_Collected data entries_.
↓

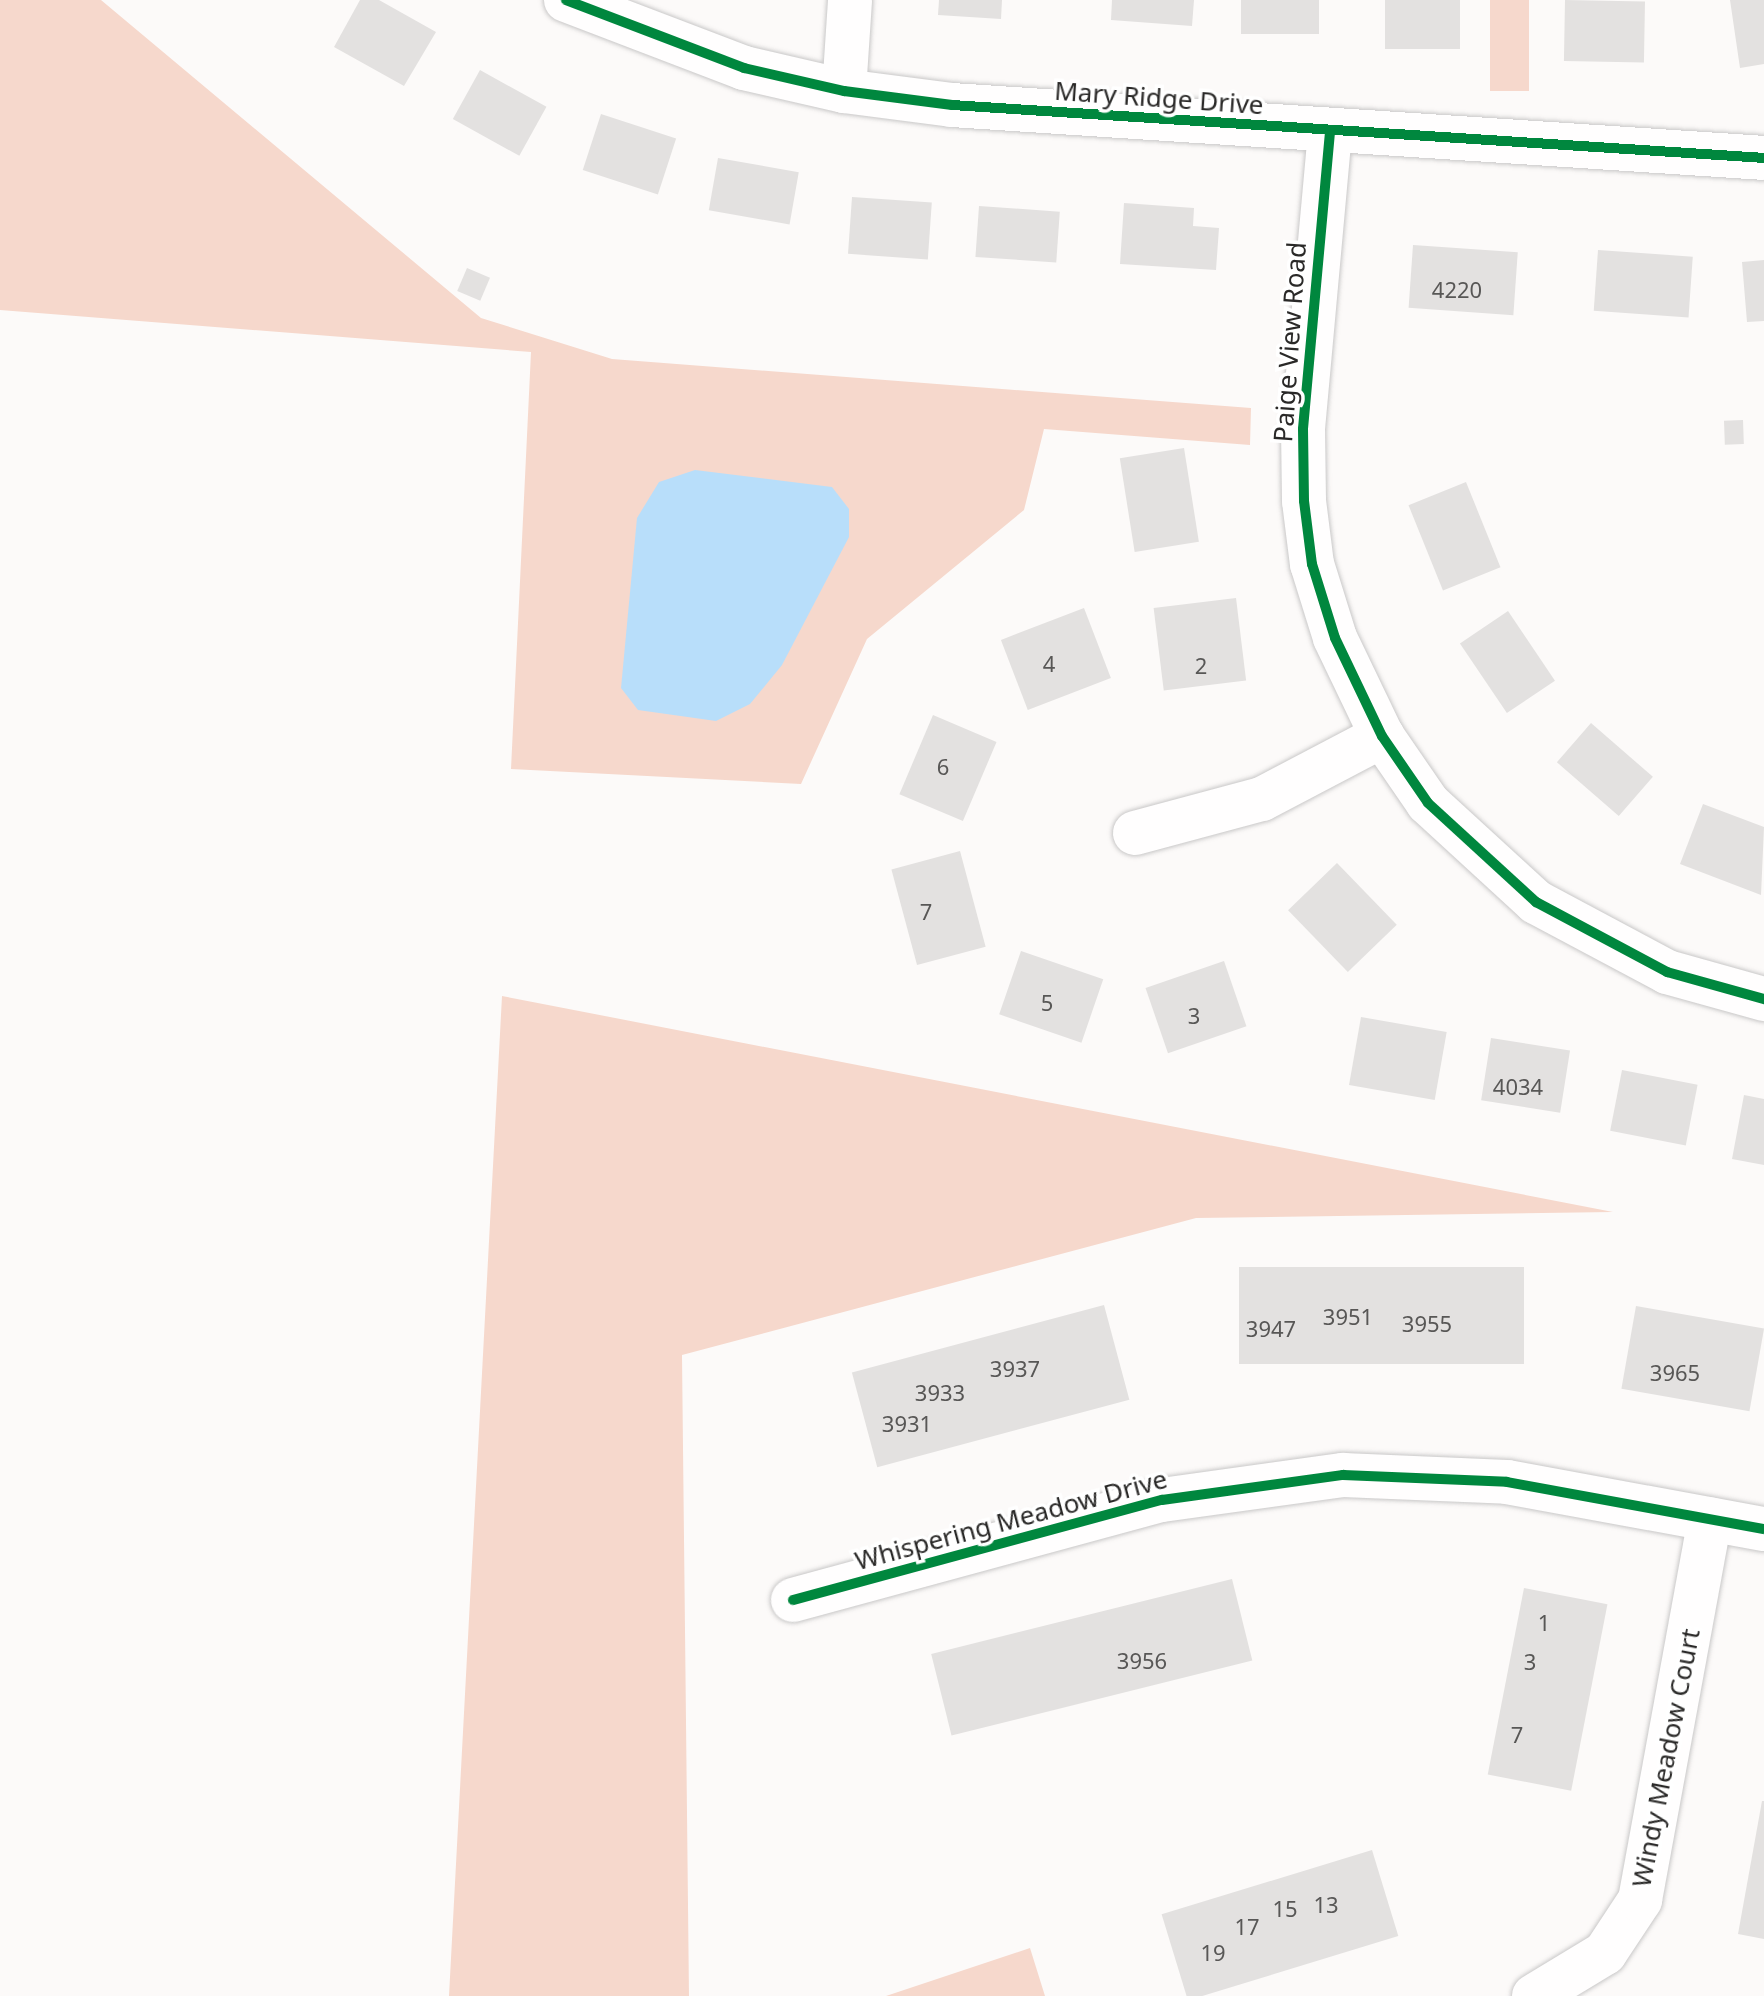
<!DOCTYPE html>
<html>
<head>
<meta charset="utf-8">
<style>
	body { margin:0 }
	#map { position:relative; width:1764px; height:1996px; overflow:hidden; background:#fcfaf9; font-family:"Noto Sans",sans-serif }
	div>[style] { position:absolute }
	.green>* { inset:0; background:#f6d8cc; transform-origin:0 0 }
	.water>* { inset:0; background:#b8defa }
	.building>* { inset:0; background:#e3e1e0; transform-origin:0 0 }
	.roads { filter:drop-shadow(0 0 2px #c9c8c8) drop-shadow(0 0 2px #c9c8c8) }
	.minor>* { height:44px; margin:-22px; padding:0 22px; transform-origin:22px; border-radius:22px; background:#fffefe }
	.cycleway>* { height:10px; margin:-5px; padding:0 5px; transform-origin:5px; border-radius:5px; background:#00873e }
	span { translate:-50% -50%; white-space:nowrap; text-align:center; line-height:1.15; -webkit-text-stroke:7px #fff; paint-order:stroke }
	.number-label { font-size:22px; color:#585756 }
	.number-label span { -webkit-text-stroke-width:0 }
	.street-label { font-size:26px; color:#2a2928 }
</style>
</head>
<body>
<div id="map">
	<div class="green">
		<i style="clip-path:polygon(0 0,101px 0,481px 318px,612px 359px,1251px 408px,1250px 445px,1044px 429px,1024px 510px,867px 639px,801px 784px,511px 769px,531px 352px,0 310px)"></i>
		<i style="left:1490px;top:0;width:39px;height:91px"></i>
		<i style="clip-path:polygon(502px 996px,1613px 1212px,1196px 1218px,682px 1355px,689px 1996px,449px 1996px)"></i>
		<i style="clip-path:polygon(1030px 1948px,1045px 1996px,886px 1996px)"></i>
	</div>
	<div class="water">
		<i style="clip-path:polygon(695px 470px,832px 487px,849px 509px,849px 537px,782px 665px,750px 704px,716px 721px,638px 710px,621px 688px,637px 518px,659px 482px)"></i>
	</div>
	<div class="building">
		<i style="clip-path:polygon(360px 0,379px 0,436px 32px,404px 86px,334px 47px)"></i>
		<i style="clip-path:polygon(939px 0,1002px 0,1001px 19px,938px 15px)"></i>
		<i style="clip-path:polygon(1112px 0,1194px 0,1192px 26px,1111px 20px)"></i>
		<i style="left:1241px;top:0;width:78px;height:34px"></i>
		<i style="left:1385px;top:0;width:75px;height:49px"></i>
		<i style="left:1565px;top:0;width:80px;height:61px;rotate:1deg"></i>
		<i style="clip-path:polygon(1730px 0,1764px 0,1764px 64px,1740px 68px)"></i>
		<i style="left:480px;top:70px;width:76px;height:56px;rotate:29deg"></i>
		<i style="left:601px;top:114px;width:79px;height:59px;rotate:18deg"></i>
		<i style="left:718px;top:158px;width:82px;height:53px;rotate:10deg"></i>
		<i style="left:852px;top:197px;width:80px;height:57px;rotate:4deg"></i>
		<i style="clip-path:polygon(1124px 203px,1194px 208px,1193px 226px,1219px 228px,1216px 270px,1120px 264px)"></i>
		<i style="left:979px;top:206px;width:81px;height:51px;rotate:4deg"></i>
		<i style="left:1413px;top:245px;width:105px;height:63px;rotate:4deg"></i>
		<i style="left:1598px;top:250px;width:95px;height:61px;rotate:4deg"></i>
		<i style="clip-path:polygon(1764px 260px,1764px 321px,1747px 322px,1742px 262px)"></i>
		<i style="left:467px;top:268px;width:25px;height:25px;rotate:23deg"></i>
		<i style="left:1743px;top:420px;width:24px;height:19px;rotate:88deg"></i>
		<i style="left:1184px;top:448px;width:95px;height:65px;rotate:81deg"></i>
		<i style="left:1466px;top:482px;width:92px;height:62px;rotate:68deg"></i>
		<i style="left:1236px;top:598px;width:83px;height:83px;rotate:83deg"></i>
		<i style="left:1084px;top:608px;width:75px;height:89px;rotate:69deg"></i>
		<i style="left:1508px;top:611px;width:84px;height:58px;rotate:56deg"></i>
		<i style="left:933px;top:715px;width:69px;height:86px;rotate:23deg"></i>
		<i style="left:1591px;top:723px;width:82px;height:52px;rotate:41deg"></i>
		<i style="clip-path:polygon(1703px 804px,1764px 827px,1761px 895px,1680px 864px)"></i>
		<i style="left:960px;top:851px;width:99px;height:71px;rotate:75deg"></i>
		<i style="left:1337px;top:863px;width:86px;height:68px;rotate:46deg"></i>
		<i style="left:1021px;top:951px;width:87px;height:67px;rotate:19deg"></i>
		<i style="left:1224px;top:961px;width:69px;height:83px;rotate:71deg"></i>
		<i style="left:1361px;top:1017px;width:87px;height:69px;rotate:10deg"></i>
		<i style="left:1491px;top:1038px;width:80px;height:63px;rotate:9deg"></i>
		<i style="left:1622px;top:1070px;width:77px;height:62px;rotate:11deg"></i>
		<i style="clip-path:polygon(1744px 1095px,1764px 1099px,1764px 1165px,1732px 1159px)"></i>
		<i style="left:1524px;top:1267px;width:97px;height:285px;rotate:90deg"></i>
		<i style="left:1104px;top:1305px;width:98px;height:261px;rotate:75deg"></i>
		<i style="left:1636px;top:1306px;width:130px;height:84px;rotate:10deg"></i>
		<i style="left:1232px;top:1579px;width:84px;height:310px;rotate:76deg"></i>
		<i style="left:1524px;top:1588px;width:85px;height:190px;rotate:11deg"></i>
		<i style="clip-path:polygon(1762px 1801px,1764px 1801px,1764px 1939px,1738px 1934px)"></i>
		<i style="left:1372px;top:1850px;width:90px;height:220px;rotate:73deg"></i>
	</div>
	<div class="roads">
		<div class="minor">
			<i style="left:566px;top:0;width:191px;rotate:20.9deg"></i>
			<i style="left:744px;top:68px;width:103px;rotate:13deg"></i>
			<i style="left:844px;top:91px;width:109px;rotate:7.4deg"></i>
			<i style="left:952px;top:105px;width:814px;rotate:3.73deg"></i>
			<i style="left:844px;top:91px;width:91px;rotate:-86.2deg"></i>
			<i style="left:1330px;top:132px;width:298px;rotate:95.2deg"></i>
			<i style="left:1303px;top:429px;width:72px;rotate:89.2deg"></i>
			<i style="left:1304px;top:501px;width:64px;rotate:82.8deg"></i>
			<i style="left:1312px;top:564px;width:77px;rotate:72.7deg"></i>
			<i style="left:1335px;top:638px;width:109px;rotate:64.4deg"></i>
			<i style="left:1382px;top:736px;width:81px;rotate:55.5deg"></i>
			<i style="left:1428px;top:803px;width:147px;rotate:42.5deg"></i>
			<i style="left:1536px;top:902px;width:149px;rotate:28.1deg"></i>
			<i style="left:1667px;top:972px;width:101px;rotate:15.6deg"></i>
			<i style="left:1135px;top:833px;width:131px;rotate:-15deg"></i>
			<i style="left:1262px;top:799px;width:136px;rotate:-27.7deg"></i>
			<i style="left:793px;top:1600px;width:382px;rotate:-15.2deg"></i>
			<i style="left:1162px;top:1500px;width:183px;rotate:-7.9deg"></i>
			<i style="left:1343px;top:1475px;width:164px;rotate:2.4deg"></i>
			<i style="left:1507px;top:1482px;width:261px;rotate:10.4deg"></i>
			<i style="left:1534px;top:1996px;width:83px;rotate:-31.2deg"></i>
			<i style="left:1605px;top:1953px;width:64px;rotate:-56.6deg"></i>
			<i style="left:1640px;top:1900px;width:387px;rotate:-79.6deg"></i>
		</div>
	</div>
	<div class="cycleway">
		<i style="left:566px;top:0;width:191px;rotate:20.9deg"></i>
		<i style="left:744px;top:68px;width:103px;rotate:13deg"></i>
		<i style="left:844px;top:91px;width:109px;rotate:7.4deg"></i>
		<i style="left:952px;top:105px;width:814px;rotate:3.73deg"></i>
		<i style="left:1330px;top:132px;width:298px;rotate:95.2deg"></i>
		<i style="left:1303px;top:429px;width:72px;rotate:89.2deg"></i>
		<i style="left:1304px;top:501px;width:64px;rotate:82.8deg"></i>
		<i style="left:1312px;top:564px;width:77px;rotate:72.7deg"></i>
		<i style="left:1335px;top:638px;width:109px;rotate:64.4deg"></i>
		<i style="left:1382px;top:736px;width:81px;rotate:55.5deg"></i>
		<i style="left:1428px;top:803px;width:147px;rotate:42.5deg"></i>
		<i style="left:1536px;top:902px;width:149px;rotate:28.1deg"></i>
		<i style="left:1667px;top:972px;width:101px;rotate:15.6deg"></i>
		<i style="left:793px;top:1600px;width:382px;rotate:-15.2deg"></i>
		<i style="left:1162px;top:1500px;width:183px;rotate:-7.9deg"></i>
		<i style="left:1343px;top:1475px;width:164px;rotate:2.4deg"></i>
		<i style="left:1507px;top:1482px;width:261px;rotate:10.4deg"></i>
	</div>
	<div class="number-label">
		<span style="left:1457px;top:290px">4220</span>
		<span style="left:1049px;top:664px">4</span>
		<span style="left:1201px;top:666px">2</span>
		<span style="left:943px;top:767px">6</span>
		<span style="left:926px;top:912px">7</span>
		<span style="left:1047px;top:1003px">5</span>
		<span style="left:1194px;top:1016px">3</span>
		<span style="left:1518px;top:1087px">4034</span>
		<span style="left:1348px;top:1317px">3951</span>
		<span style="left:1427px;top:1324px">3955</span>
		<span style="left:1271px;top:1329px">3947</span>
		<span style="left:1015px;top:1369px">3937</span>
		<span style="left:1675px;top:1373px">3965</span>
		<span style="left:940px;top:1393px">3933</span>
		<span style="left:907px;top:1424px">3931</span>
		<span style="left:1544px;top:1623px">1</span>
		<span style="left:1142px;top:1661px">3956</span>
		<span style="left:1530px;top:1662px">3</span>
		<span style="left:1517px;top:1735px">7</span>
		<span style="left:1326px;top:1905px">13</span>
		<span style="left:1285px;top:1909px">15</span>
		<span style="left:1247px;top:1927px">17</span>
		<span style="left:1213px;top:1953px">19</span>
	</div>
	<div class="street-label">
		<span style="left:1159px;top:98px;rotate:4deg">Mary Ridge Drive</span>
		<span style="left:1290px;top:342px;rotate:-86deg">Paige View Road</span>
		<span style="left:1011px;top:1520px;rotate:-15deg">Whispering Meadow Drive</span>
		<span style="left:1666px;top:1758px;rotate:-79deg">Windy Meadow Court</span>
	</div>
</div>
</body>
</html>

↑

_BRIEF_. Each line from the first line of the records through the line containing "position:relative; width:1764px; height:1996px;" must be reproduced exactly, with both ends included and all pictures omitted; nothing else belongs in the answer.

_RESULT OF THE TASK_.
<!DOCTYPE html>
<html>
<head>
<meta charset="utf-8">
<style>
	body { margin:0 }
	#map { position:relative; width:1764px; height:1996px; overflow:hidden; background:#fcfaf9; font-family:"Noto Sans",sans-serif }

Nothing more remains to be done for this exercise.